Ruth and I only share 18 cM. Normally, I wouldn’t have reached out to a match that size—we could be anywhere from 3rd cousins to 10th cousins, but she and my brother match on 97 cM. That’s a match worth pursuing! They are about the same age, so if they are the same generation from the common ancestor, AncestryDNA predicts a 48% chance we’re half-second cousins, 29% odds we’re third cousins, and lower odds for other relationships. Our shared matches suggested our common ancestors could be my Grandpa’s maternal grandparents: Lew Griffith and Betsey Carpenter. See image 1.

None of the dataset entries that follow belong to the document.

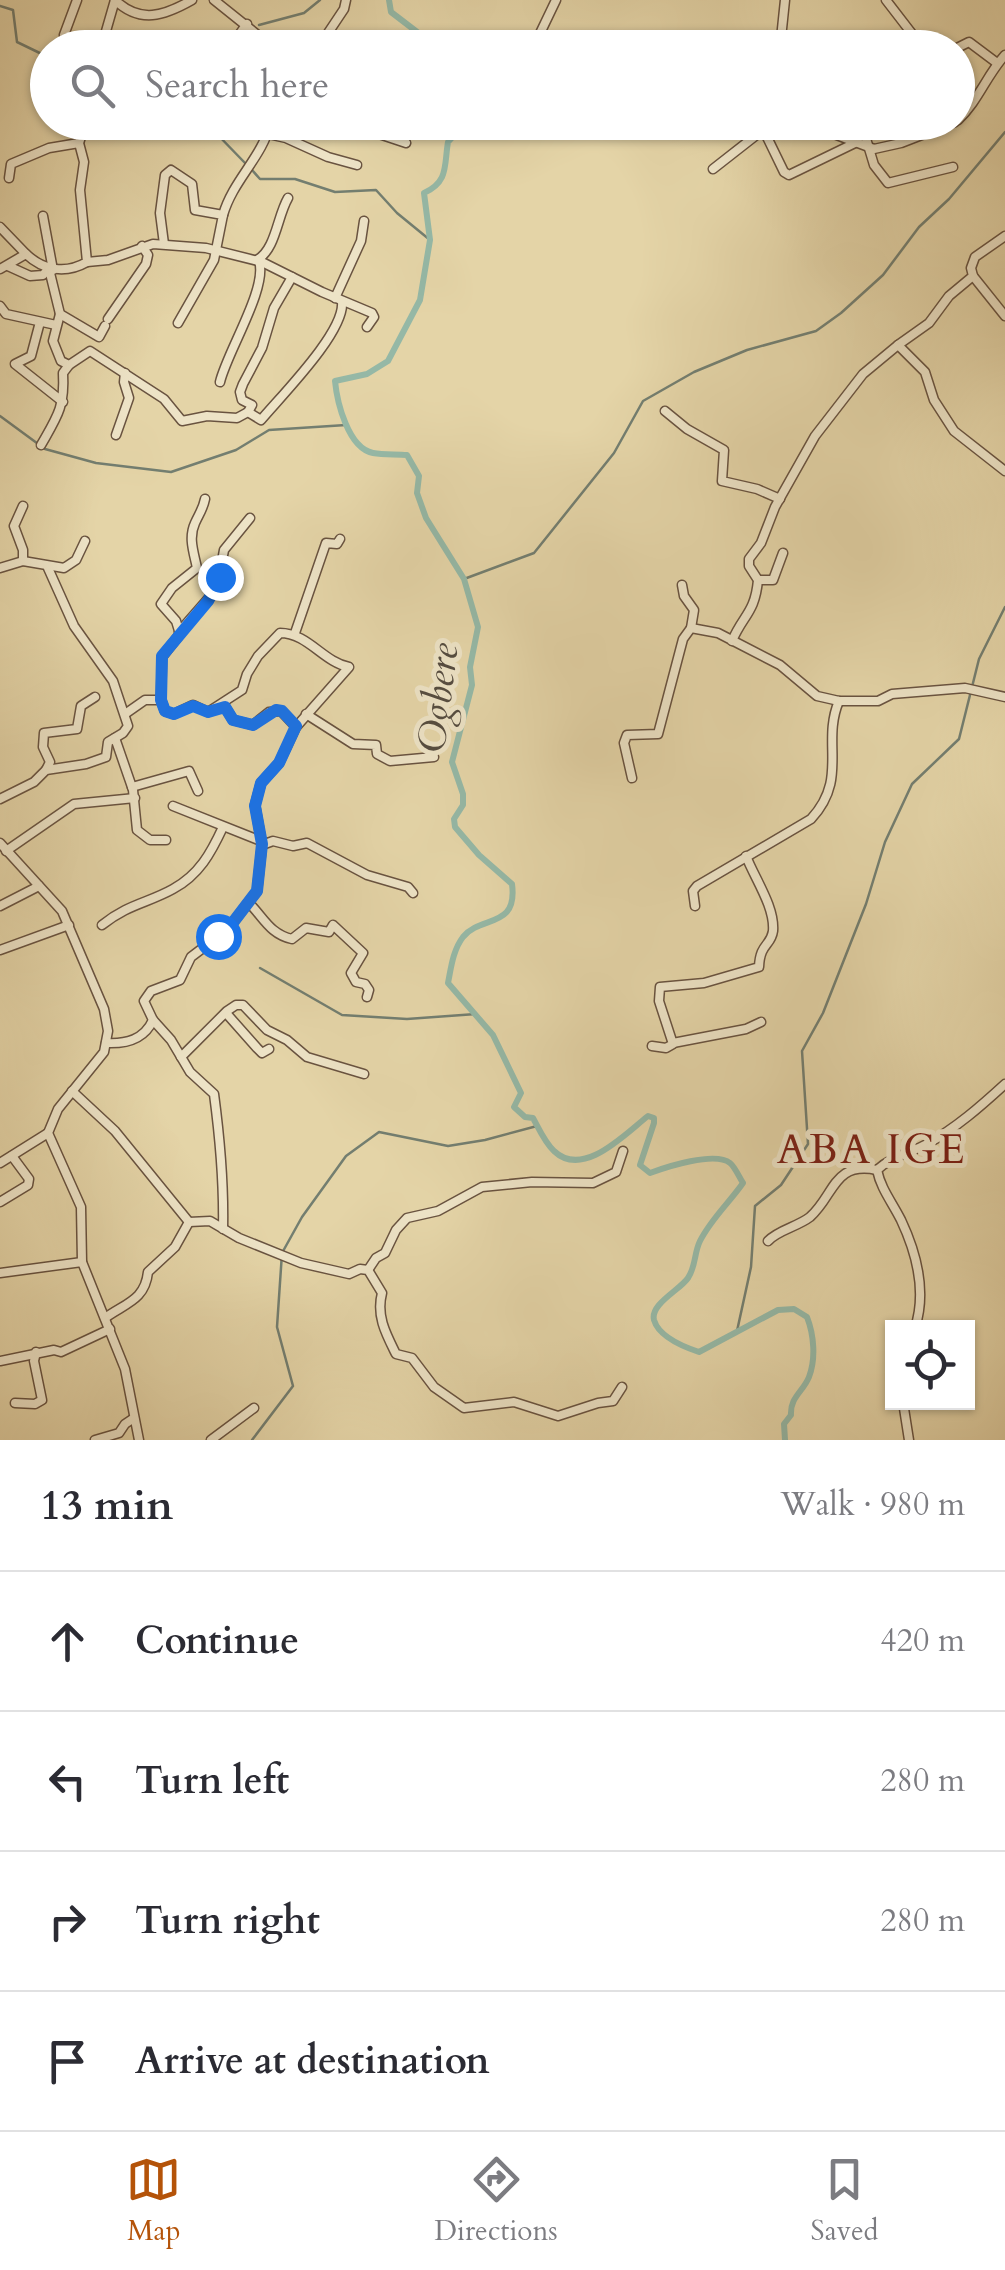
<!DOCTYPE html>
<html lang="en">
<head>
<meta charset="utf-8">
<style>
  :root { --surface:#fff; --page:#f7f7f7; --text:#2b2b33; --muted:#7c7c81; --line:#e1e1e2; --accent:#b45309 }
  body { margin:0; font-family:Cardo,serif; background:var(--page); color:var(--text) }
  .controls { position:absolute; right:30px; bottom:30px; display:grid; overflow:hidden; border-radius:0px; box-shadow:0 2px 8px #0004 }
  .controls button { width:90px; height:90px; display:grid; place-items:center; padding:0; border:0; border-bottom:2px solid var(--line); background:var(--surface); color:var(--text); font:50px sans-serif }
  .stop { position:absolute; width:30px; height:30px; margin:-22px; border:8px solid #1a73e8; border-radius:50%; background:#fff }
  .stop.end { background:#1a73e8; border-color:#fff; box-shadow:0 2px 10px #0008 }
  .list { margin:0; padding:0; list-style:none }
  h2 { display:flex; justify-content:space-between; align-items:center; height:130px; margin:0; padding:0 40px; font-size:42px }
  h2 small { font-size:32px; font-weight:400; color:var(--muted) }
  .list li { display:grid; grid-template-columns:65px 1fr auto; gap:30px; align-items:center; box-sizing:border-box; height:140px; padding:0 40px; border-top:2px solid var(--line) }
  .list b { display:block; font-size:38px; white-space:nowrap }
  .list em { font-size:32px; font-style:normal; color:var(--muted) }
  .icon { flex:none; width:55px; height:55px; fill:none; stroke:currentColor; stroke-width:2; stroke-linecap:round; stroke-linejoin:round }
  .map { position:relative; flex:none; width:1005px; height:1440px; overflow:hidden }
  .search { position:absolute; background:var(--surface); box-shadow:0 2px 8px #0004; left:30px; right:30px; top:30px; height:110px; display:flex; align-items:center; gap:25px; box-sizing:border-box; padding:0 35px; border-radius:55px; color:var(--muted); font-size:38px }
  .sheet { height:690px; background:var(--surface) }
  nav { display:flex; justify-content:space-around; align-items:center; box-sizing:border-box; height:140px; border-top:2px solid var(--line); background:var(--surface); font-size:28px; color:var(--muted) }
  nav a { display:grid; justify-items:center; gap:5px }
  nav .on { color:var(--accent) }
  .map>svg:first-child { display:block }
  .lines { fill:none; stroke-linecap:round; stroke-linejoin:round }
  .stream { stroke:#737e70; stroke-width:2.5 }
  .river { stroke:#95b8a6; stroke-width:6 }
  .minor-casing { stroke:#695340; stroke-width:11 }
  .minor { stroke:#ede3c6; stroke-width:8 }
  .route { stroke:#1a73e8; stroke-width:12 }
  .labels { text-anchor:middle; stroke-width:10; stroke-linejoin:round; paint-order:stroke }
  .water-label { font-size:40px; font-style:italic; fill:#554c40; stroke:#ede3c6 }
  .quarter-label { font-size:42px; letter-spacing:2.5px; fill:#7a1f14; stroke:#ede3c6 }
</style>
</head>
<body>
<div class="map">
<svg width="1005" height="1440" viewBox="0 0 1005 1440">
  <rect width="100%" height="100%" fill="#e4d4a7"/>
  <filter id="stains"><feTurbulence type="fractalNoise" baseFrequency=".002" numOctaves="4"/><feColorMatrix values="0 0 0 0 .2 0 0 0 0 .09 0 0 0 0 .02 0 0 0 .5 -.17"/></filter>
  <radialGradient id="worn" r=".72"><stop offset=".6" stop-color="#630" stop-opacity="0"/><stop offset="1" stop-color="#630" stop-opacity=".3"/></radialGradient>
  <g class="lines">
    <g class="stream">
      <polyline points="0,6 13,10 17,42 48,57"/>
      <polyline points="259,25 304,13 320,0"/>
      <polyline points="199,122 214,131 246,164"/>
      <polyline points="252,170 260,179 295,179 335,192 376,190 397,213 430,240"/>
      <polyline points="0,416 45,449 96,463 171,472 236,450 269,430 346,425"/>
      <polyline points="464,579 534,553 614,453 643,401 694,372 747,350 816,331 841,313 883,275 919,227 949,199 1005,132"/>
      <polyline points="260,968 342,1015 407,1019 476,1014"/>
      <polyline points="737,1331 751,1267 755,1206 781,1185 808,1144 802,1051 823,1013 866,904 885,842 912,784 959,739 979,659 1005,607"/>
      <polyline points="252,1440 293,1386 277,1327 282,1253 302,1217 346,1156 379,1132 448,1146 485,1140 537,1126"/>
    </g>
    <g class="river">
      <polyline points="389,0 391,12 438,48"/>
      <path d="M 458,122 L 460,129 L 448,142 C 444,165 449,182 424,193 L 430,240 L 420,300 L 388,361 L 367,374 L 335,381 C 337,402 348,448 373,453 C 384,455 396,454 407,455 L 419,476 L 417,493 L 426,518 L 464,579 L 478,627 L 470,667 L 472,685 L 452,762 L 463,794 L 463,805 L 454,819 L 455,827 L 479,855 L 512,884 C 518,929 481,915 463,937 C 453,950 451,968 448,983 L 493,1035 L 521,1093 L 514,1107 L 525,1117 L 533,1118 C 539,1129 545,1143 554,1151 C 583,1179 625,1134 648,1116 L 654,1118 L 654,1123 L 640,1165 L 650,1173 C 666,1167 715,1151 730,1163 C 735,1167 739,1177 743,1183 C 729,1203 711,1219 700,1241 C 694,1253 696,1266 688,1278 C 680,1290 650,1304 654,1320 C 659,1337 684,1347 699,1352 L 778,1310 L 794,1309 L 807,1317 C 814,1335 816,1359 809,1377 C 803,1392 790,1397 791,1415 L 784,1424 L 785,1440"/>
    </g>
    <g class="minor-casing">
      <g id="minor">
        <path d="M 115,0 C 140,24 164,16 192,0"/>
        <polyline points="214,0 274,48"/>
        <polyline points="886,0 923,48"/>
        <polyline points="64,35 77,0"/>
        <polyline points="111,48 102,45 115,0"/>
        <polyline points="229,48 247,24"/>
        <polyline points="318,48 344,9 346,0"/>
        <polyline points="533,48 556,0"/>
        <polyline points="780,48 785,0"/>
        <polyline points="957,48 969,42 997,63"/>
        <path d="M 958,120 C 979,100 986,76 1005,55"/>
        <polyline points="343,122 406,143"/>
        <polyline points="802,122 874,149 901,143 955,122"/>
        <polyline points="861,122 874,165 888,183 953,167"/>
        <polyline points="767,126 766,135 784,172 789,175 855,143"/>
        <polyline points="268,134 286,138 328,157 357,165"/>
        <polyline points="713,169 773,122"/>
        <polyline points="9,178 11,164 49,148 79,143"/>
        <path d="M 223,215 C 233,180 262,158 271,122"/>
        <polyline points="43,216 53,270"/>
        <polyline points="0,227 26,254"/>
        <polyline points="164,244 160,213 165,175 171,170 192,184 195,210 223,215 214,260 178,323"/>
        <path d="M 257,260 C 276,249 277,217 288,198"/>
        <polyline points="87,262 108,260 153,244 206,248 262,262 322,292 372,313 374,317 367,327"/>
        <polyline points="8,266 30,276 43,275 48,269"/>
        <path d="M 0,269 L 26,254 C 44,271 66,274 87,262 L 80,190 L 84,162 L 79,143 L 86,122"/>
        <polyline points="49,269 60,314 99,337 105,326"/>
        <polyline points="973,276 1005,316"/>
        <polyline points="335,298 361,241 364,221"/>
        <polyline points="0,306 6,314 56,325"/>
        <path d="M 60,314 L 53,341 L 61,361 L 69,365 L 90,351 L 164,399 L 182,421 L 207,416 L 237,418 L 248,412 L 261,420 C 281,396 345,332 342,302"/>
        <polyline points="108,319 146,264 148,255 142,246"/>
        <polyline points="40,322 31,356 15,364 63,402"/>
        <polyline points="898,345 929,323 949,296 973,276 971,268 975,257 1005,236"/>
        <path d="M 220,382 C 227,352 268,288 259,261"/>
        <polyline points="665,411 687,429 724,450 722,481 757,489 780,499"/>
        <polyline points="248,412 252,405 242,400 240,392 243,384 262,348 274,308 292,277"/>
        <polyline points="116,435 129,398 124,382 125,373"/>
        <path d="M 41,445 C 57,417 65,407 63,373 L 69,365"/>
        <polyline points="23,561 23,550 14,526 23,506"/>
        <polyline points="0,568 23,561 64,568 76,560 85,541"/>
        <polyline points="758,580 773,580 783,553"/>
        <polyline points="682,585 684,596 694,610 691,628"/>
        <polyline points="179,632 213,593 226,564 222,561 224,550 250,518"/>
        <polyline points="295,633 326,543 337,544 340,539"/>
        <path d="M 732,641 C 743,615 755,613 758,580 L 749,566 L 749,559 L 761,543 L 775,507 L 815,436 L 863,374 L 898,345 L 925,372 L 934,400 L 954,431 L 1005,471"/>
        <path d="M 161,700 L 162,657 L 180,634 L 176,621 L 161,604 L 172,588 L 197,568 C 194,553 188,538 195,523 C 199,514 203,509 205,499"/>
        <polyline points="220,707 225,707 233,720 253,725 269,712 281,711 296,727"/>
        <polyline points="306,714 353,744 376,745 377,754 390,761 434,757"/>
        <polyline points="115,738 133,790 137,830 150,840 166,840"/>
        <polyline points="46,770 50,762 43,747 44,733 77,729 81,706 95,697"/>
        <polyline points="632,778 624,743 627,735 658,734 683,639 691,628 718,633 780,665 817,696 839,701 878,701 892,694 965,688 1005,697"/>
        <polyline points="132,787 189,771 198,791"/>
        <polyline points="0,799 34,782 46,770 86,764 106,757 108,742 123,733 128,726 113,681 74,626 48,568"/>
        <polyline points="173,806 261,841"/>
        <polyline points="0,843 62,911 104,1009 108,1031 104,1052 58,1109 48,1133 81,1207 82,1262 125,1369 139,1440"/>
        <polyline points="262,845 273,841 293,846 307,843 367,875 408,887 413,893"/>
        <polyline points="6,851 74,804 135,798"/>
        <path d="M 249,903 C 264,918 270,934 292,939 L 306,928 L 329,932 L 333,925 L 363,953 L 351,973 L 356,982 L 365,984 L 369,990 L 367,997"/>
        <polyline points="0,906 39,886"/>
        <path d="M 695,906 L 693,891 L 697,886 L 811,819 C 849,778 821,743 839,701"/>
        <path d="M 102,925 C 128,904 148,903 173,889 C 199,875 211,853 223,827"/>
        <polyline points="0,950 69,925"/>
        <polyline points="226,1013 257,1048 262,1053 269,1049"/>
        <path d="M 153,1020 L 171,1040 L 190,1072 L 214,1094 C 220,1139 224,1184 223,1229"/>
        <path d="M 106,1043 C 126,1044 144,1040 153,1020 L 144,1001 L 151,991 L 180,980 L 191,957 L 228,929 L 257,891 L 262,845 L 255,805 L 261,783 L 279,763 L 296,727 L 349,667 C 323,662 308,633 280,633 L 258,656 L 247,674 L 242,690 L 208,712 L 193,705 L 174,714 L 165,711 L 161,700 L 145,700 L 125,714"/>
        <polyline points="673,1043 746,1029 761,1022"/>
        <path d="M 652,1046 L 666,1048 L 673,1044 L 659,1001 L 660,987 L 704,983 L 759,967 C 760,943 771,946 773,931 C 775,907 755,879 746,856"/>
        <polyline points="181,1057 227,1011 236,1005 243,1005 267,1030 287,1040 307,1057 364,1074"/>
        <path d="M 72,1091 L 115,1131 L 189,1222 L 210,1221 L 239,1238 L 301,1263 L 349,1274 L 360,1269 L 368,1270 L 382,1293 C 376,1316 386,1334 396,1354 L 412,1358 L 434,1387 L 464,1408 L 514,1402 L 558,1416 L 598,1403 L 613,1401 L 622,1387"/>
        <polyline points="0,1163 48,1133"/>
        <polyline points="0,1202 28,1185 29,1179 12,1156"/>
        <path d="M 768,1241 C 778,1230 797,1227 810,1217 C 835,1195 833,1161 877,1170"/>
        <polyline points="368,1270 376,1258 385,1253 396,1230 407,1218 438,1211 482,1187 532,1182 593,1183 616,1172 623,1151"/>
        <polyline points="0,1273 82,1262"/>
        <path d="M 105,1318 C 126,1303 145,1300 148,1272 L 175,1247 L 189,1222"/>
        <path d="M 915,1328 C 927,1291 917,1254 901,1220 C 892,1202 881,1189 877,1170 C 892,1156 910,1153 927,1144 C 956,1128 981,1106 1005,1084"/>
        <polyline points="0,1361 54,1350 61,1352 110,1329"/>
        <polyline points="903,1402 909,1440"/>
        <polyline points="15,1403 35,1404 42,1400 34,1361 36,1352"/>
        <polyline points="95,1440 119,1433 125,1424 134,1418"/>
        <polyline points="211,1440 254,1408"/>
      </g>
    </g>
    <use href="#minor" class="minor"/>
  </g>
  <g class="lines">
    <polyline class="route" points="218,936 228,929 257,891 262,844 255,806 261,783 279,763 296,726 282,711 276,710 253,725 233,720 225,707 208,712 193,706 174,714 165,711 161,700 162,656 208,601 220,577"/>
  </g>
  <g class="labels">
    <g class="water-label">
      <text transform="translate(437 698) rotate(-83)" y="14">Ogbere</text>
    </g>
    <g class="quarter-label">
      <text x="872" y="1163">ABA IGE</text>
    </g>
  </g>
  <rect width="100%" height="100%" filter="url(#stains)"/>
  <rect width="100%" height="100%" fill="url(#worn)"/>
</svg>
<div class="controls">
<button><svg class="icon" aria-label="locate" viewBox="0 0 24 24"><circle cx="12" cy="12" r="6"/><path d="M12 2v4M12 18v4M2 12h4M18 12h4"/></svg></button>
</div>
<div class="stop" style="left:218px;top:936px"></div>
<div class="stop end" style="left:220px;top:577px"></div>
<div class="search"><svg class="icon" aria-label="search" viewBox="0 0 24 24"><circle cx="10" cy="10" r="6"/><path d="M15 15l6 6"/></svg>Search here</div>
</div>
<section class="sheet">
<h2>13 min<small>Walk · 980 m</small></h2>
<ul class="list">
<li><svg class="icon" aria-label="ahead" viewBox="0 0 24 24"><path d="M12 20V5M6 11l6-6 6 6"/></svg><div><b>Continue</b></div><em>420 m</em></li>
<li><svg class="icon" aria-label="left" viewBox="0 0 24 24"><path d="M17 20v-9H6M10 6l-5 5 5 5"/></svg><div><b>Turn left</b></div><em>280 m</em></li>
<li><svg class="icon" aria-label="right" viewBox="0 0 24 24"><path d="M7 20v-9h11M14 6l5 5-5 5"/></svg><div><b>Turn right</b></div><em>280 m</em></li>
<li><svg class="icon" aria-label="arrive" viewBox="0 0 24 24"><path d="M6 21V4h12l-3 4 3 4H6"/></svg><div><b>Arrive at destination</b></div></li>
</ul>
</section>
<nav>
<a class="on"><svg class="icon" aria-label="map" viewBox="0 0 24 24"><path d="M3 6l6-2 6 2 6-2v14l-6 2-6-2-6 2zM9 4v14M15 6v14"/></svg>Map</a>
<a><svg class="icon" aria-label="directions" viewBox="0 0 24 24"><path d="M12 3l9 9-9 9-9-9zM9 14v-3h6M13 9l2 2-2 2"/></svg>Directions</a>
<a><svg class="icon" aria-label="saved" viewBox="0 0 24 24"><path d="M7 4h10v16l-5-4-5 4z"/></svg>Saved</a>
</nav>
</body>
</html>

I’d already identified all of my grandparents’ first cousins, and one of them, Helen, had married a John Randolph in 1927. That’s the birth name on Ruth’s adoption papers. The non-identifying information Ruth was given said her mother was the third oldest in the family, born about 1931. That made Helen’s daughter Sandra the best candidate.
I’m retired and have more time so I started looking up her name. I didn’t have much luck in finding an obituary or anything thing else until September of 2019. I found Sandra’s grave and an obituary. So, Mom had passed away…. I wasn’t surprised as she would have been in her late 90’s, but still wished I could have thanked her. End of the story. But no…
She was survived by a daughter, Lisa Hogan. WHAT? A daughter?
I started googling and found Lisa living about an hour from me. I looked her up on Facebook and saw her picture. Okay, so now what do I do? I had come this far. So, I carefully worded a message to her (things like “I’m not a stalker, if you’re not interested,” etc.) and sent it through Messenger. A week later and no answer so I decided to put it in a letter. I mailed it on a Tuesday (8-27-19) and got an answer through Messenger on Thursday. We met for the first time on Oct 2 2019 near her home. We have visited each other several times before COVID and talk about once a week. She had heard from a family member right before her mom passed that she had a child that was given up for adoption but no one would confirm and mom never told her. Imagine finding a sister when you are 66. There are times when it’s hard to believe it ever happened and times when it’s wonderful to hear about mom and her personality. I found out that there is a medical issue my granddaughters might need to know.
Lisa and I are getting to know each other but I never miss an opportunity to tease her or tell her to respect her older sister. We’re having a lot of fun with this new part of our lives. She has met my daughter and we are finding it interesting to learn how we are alike. I’m glad I took this journey.
Update from Ann: Lisa took a DNA test and confirmed that she and Ruth are half-siblings. DNA has led us to Ruth’s paternal grandparents as well. They had four sons, any of whom might be Ruth’s birth father. I’ve left that to Ruth to follow-up if she wants.
Wishing you all a happy Thanksgiving, with closer connections to family old and new!